If you have a blog and want to include this link, please do - the more that desperately seeking people can find it (unlike most of our experiences which involved lengthly and unsuccessful hunts for something - anything! about DDH that didn't involve dogs) the happier Lauren and I will be.

And as if the inside of my leg hadn't seen enough celebrity, it's also featured on the FO page of the site... so even more reason to click through. (Same goes for Lauren's PAO, FYI).

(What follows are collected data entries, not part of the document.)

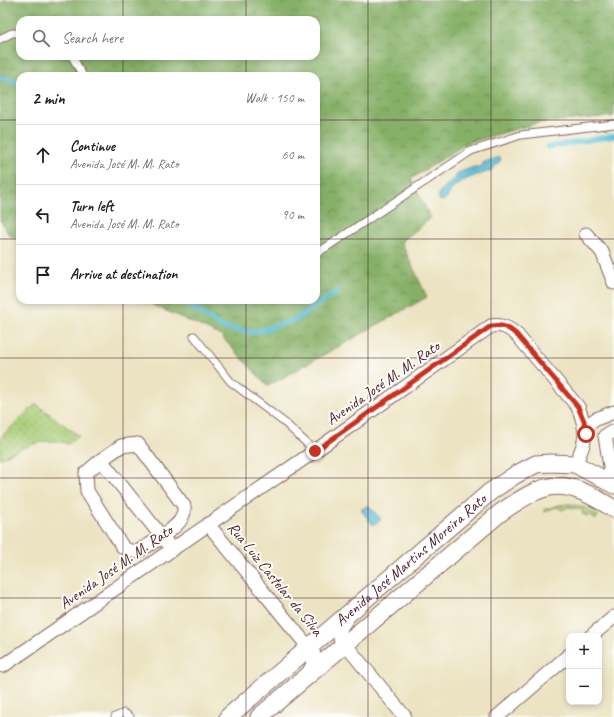 <!DOCTYPE html>
<html lang="en">
<head>
<meta charset="utf-8">
<style>
	:root { --surface:#fff; --page:#f6f6f6; --text:#202124; --muted:#757577; --line:#e0e0e0 }
	body { margin:0; font-family:Caveat,sans-serif; background:var(--page); color:var(--text) }
	.controls { position:absolute; right:12px; bottom:12px; display:grid; overflow:hidden; border-radius:8px; box-shadow:0 2px 6px #0003 }
	.controls button { width:36px; height:36px; display:grid; place-items:center; padding:0; border:0; border-bottom:1px solid var(--line); background:var(--surface); color:var(--text); font:20px sans-serif }
	.stop { position:absolute; width:12px; height:12px; margin:-9px; border:3px solid #c8321e; border-radius:50%; background:#fff }
	.stop.end { background:#c8321e; border-color:#fff; box-shadow:0 1px 4px #0008 }
	.list { margin:0; padding:0; list-style:none }
	h2 { display:flex; justify-content:space-between; align-items:center; height:52px; margin:0; padding:0 16px; font-size:17px }
	h2 small { font-size:13px; font-weight:400; color:var(--muted) }
	.list li { display:grid; grid-template-columns:26px 1fr auto; gap:12px; align-items:center; box-sizing:border-box; height:60px; padding:0 16px; border-top:1px solid var(--line) }
	.list b { display:block; font-size:15px; white-space:nowrap }
	.list p { margin:0; font-size:13px; white-space:nowrap; color:var(--muted) }
	.list em { font-size:13px; font-style:normal; color:var(--muted) }
	.icon { flex:none; width:22px; height:22px; fill:none; stroke:currentColor; stroke-width:2; stroke-linecap:round; stroke-linejoin:round }
	.map { position:relative; flex:none; width:614px; height:717px; overflow:hidden }
	.search { position:absolute; background:var(--surface); box-shadow:0 2px 6px #0003; left:16px; top:16px; width:304px; height:44px; display:flex; align-items:center; gap:10px; box-sizing:border-box; padding:0 14px; border-radius:12px; color:var(--muted); font-size:15px }
	.panel { position:absolute; background:var(--surface); box-shadow:0 2px 6px #0003; left:16px; top:72px; width:304px; height:232px; border-radius:12px }
	.map>svg:first-child { display:block }
</style>
</head>
<body>
<div class="map">
<svg width="614" height="717" viewBox="0 0 614 717">
	<defs>
		<pattern id="forest-crowns" width="20" height="18" patternUnits="userSpaceOnUse"><rect width="20" height="18" fill="#86b067"/><path d="M2 6a3 3 0 1 1 6 0M12 15a3 3 0 1 1 6 0" fill="none" stroke="#708f55"/></pattern>
		<pattern id="garden-dots" width="8" height="8" patternUnits="userSpaceOnUse"><rect width="8" height="8" fill="#a8cc76"/><path d="M2 2h.1M6 6h.1" fill="none" stroke="#92af66" stroke-width="1.8" stroke-linecap="round"/></pattern>
		<pattern id="water-ripples" width="26" height="14" patternUnits="userSpaceOnUse"><rect width="26" height="14" fill="#58bdd6"/><path d="M2 4q2-2 4 0t4 0M15 11q2-2 4 0t4 0" fill="none" stroke="#4b99ae"/></pattern>
	</defs>
	<rect width="100%" height="100%" fill="#fdfcf7"/>
	<filter id="ink" filterUnits="userSpaceOnUse"><feTurbulence type="fractalNoise" baseFrequency=".025" numOctaves="2"/><feDisplacementMap in="SourceGraphic" scale="8" xChannelSelector="R" yChannelSelector="G"/><feConvolveMatrix kernelMatrix="1 2 1 2 8 2 1 2 1" color-interpolation-filters="sRGB"/></filter>
	<filter id="wash" filterUnits="userSpaceOnUse"><feTurbulence type="fractalNoise" baseFrequency=".012" numOctaves="4" result="noise"/><feDisplacementMap in="SourceGraphic" scale="16" xChannelSelector="R" yChannelSelector="G"/><feGaussianBlur stdDeviation="0.9" result="paint"/><feColorMatrix in="noise" values="0 0 0 0 0 0 0 0 0 0 0 0 0 0 0 0 0 1.4 0 .05"/><feComposite in="paint" operator="in"/></filter>
	<g filter="url(#wash)">
		<rect width="100%" height="100%" fill="#ebe3c1"/>
		<path fill="url(#forest-crowns)" stroke="#686849" fill-rule="evenodd" d="M4,0H614V116L538,123L467,143L411,179L431,218L401,242L427,297L268,386L220,335L142,300H316V76H20V240L9,235L0,220V4ZM20,20H316V56H20Z"/>
		<g fill="url(#garden-dots)" stroke="#797650">
			<path d="M36,404L79,436L68,444C47,435 18,449 0,459V438Z"/>
			<polygon points="570,504 586,508 598,516 595,520 590,514 587,516 582,514 583,510 568,507 563,510 556,507 545,512 543,510 559,505"/>
		</g>
		<g fill="url(#water-ripples)" stroke="#516e80">
			<path d="M500,157L501,160C497,163 494,169 490,171C479,175 465,178 456,185C449,190 450,198 442,201L439,200V193C443,188 456,177 458,173L474,167H481L484,162Z"/>
			<polygon points="368,505 381,519 373,525 361,510"/>
		</g>
		<g fill="none" stroke-linecap="round" stroke-linejoin="round">
			<g stroke="#58bdd6" stroke-width="5">
				<path d="M0,78C7,78 16,80 20,86"/>
				<polyline points="548,147 614,136"/>
				<polyline points="181,300 222,327 249,332 260,331 297,319 338,291"/>
			</g>
		</g>
	</g>
	<g filter="url(#ink)">
		<g fill="none" stroke-linecap="round" stroke-linejoin="round">
			<defs>
				<g id="service">
					<polyline points="0,39 12,33 20,33"/>
					<polyline points="72,56 83,76"/>
					<polyline points="316,254 471,151 521,135 614,124"/>
					<polyline points="194,336 231,382 285,423 315,451"/>
					<polyline points="115,717 124,713 130,717"/>
				</g>
				<g id="minor">
					<polyline points="586,234 602,252 614,283"/>
					<polyline points="585,427 596,419 614,412"/>
					<path d="M138,444L184,506C186,521 172,528 162,537L101,460L121,446Z"/>
					<polyline points="101,460 86,473 87,491 122,546 127,550 137,552 162,537 167,543"/>
					<polyline points="613,484 605,436 614,431"/>
					<polyline points="208,524 314,654 313,664 307,675"/>
					<polyline points="348,617 340,629 340,638 405,717"/>
					<polyline points="591,636 614,617"/>
					<path d="M3,666L315,451L491,326C502,324 509,328 517,335L578,407C588,431 587,441 575,464"/>
					<polyline points="497,717 569,655"/>
				</g>
				<g id="tertiary">
					<path id="s1" d="M228,717L490,492L515,475L536,464L550,463L575,464L614,485"/>
					<path d="M259,717L500,513C549,479 563,477 614,509"/>
				</g>
			</defs>
			<use href="#service" stroke="#826460" stroke-width="9"/>
			<use href="#minor" stroke="#826460" stroke-width="15"/>
			<use href="#tertiary" stroke="#826460" stroke-width="19"/>
			<use href="#service" stroke="#fff" stroke-width="7"/>
			<use href="#minor" stroke="#fff" stroke-width="13"/>
			<use href="#tertiary" stroke="#fff" stroke-width="17"/>
		</g>
	</g>
	<g fill="none" stroke-linecap="round" stroke-linejoin="round" filter="url(#ink)">
		<path stroke="#c8321e" stroke-width="5" d="M315,451L491,326C503,324 509,328 517,335L578,407L584,421L586,434"/>
	</g>
	<path fill="none" stroke="#4a1f2b" stroke-width="1" stroke-opacity="0.55" d="M123,0V20M246,0V20M368,0V717M491,0V717M123,56V76M246,56V76M0,120H20M316,120H614M0,239H20M316,239H614M123,300V717M246,300V717M0,358H614M0,478H614M0,598H614"/>
	<g text-anchor="middle" dominant-baseline="central" stroke-width="4" stroke-linejoin="round" paint-order="stroke">
		<g font-size="16" fill="#4a1f2b" stroke="#fdfcf7">
			<text transform="translate(383 383) rotate(-35)">Avenida José M. M. Rato</text>
			<text stroke="none"><textPath href="#s1" startOffset="241">Avenida José Martins Moreira Rato</textPath></text>
			<text transform="translate(116 567) rotate(-35)">Avenida José M. M. Rato</text>
			<text transform="translate(275 579) rotate(51)">Rua Luiz Castelar da Silva</text>
		</g>
	</g>
</svg>
<div class="controls">
<button>+</button>
<button>−</button>
</div>
<div class="stop" style="left:586px;top:434px"></div>
<div class="stop end" style="left:315px;top:451px"></div>
<div class="search"><svg class="icon" aria-label="search" viewBox="0 0 24 24"><circle cx="10" cy="10" r="6"/><path d="M15 15l6 6"/></svg>Search here</div>
<section class="panel">
<h2>2 min<small>Walk · 150 m</small></h2>
<ul class="list">
<li><svg class="icon" aria-label="ahead" viewBox="0 0 24 24"><path d="M12 20V5M6 11l6-6 6 6"/></svg><div><b>Continue</b><p>Avenida José M. M. Rato</p></div><em>60 m</em></li>
<li><svg class="icon" aria-label="left" viewBox="0 0 24 24"><path d="M17 20v-9H6M10 6l-5 5 5 5"/></svg><div><b>Turn left</b><p>Avenida José M. M. Rato</p></div><em>90 m</em></li>
<li><svg class="icon" aria-label="arrive" viewBox="0 0 24 24"><path d="M6 21V4h12l-3 4 3 4H6"/></svg><div><b>Arrive at destination</b></div></li>
</ul>
</section>
</div>
</body>
</html>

Big shout out to Tracy at HSW for giving it a home!

Wednesday, August 6, 2008


After a few days of circling and eyeing each other, MP and I are settling in to our new dynamic where she is now on the outside of my body. My initial urge to toss her into the river has passed, although if she hears about it I'm sure she'll pitch a fit.

I now carry her around with me wherever I go and shove her into people's faces, saying "Guess what this is?!?" If they know me, they figure it out pretty fast. (Strangers have been having a harder time identifying MP and generally just back away slowly.) I've had the conversation a few times now and it goes pretty much like this:

"Guess what this is?!?" (MP shoved into person's hand. Pause.)

"Oh my god - that was in you??"

"I know - crazy, right?"

"It's so heavy!"

"I know - crazy, right?"

"I can't believe that was in you!"

"I know - crazy, right?" (I've lost a little of my spontaneity.)

Except this morning, when I pulled MP out of my bag to show my student, and decided to just spill the beans for him rather than make him guess. "This was in my hip!" I said as I pushed it towards him. He was reaching to take it but at the words "in my hip" he recoiled and drew his hand back. "So you mean - it has your marrow on it?"

And here I thought I had sufficiently grossed myself out with every possible image.

No-one's ever busted out a marrow on me before. It made my stomach turn. But he was right, and I may have to readjust how aggressively I shove my marrow on people from now on.

Friday, August 1, 2008


And let me tell you, that sucker's heavy. No wonder I was so tired all the time.

I'll let the pictures do the talking:

Attempted reenactment of 2007.

It's super scraped up. I'm wondering when that happened.

I have a bunch more pictures but it's so labor-intensive putting them up here that I'm just going to stick them on my facebook page. Go have a gander over there if you like.

It's kind of weird to have it back. Like when you run into someone you dated seven years ago and you're both like, "Sooooo......"

I thought I was going to be all excited - and I am - but it's still a little weird. I'm glad to have the chance to see it, but I might not be able to keep it in my house. There may soon be a throwing into the river ceremony.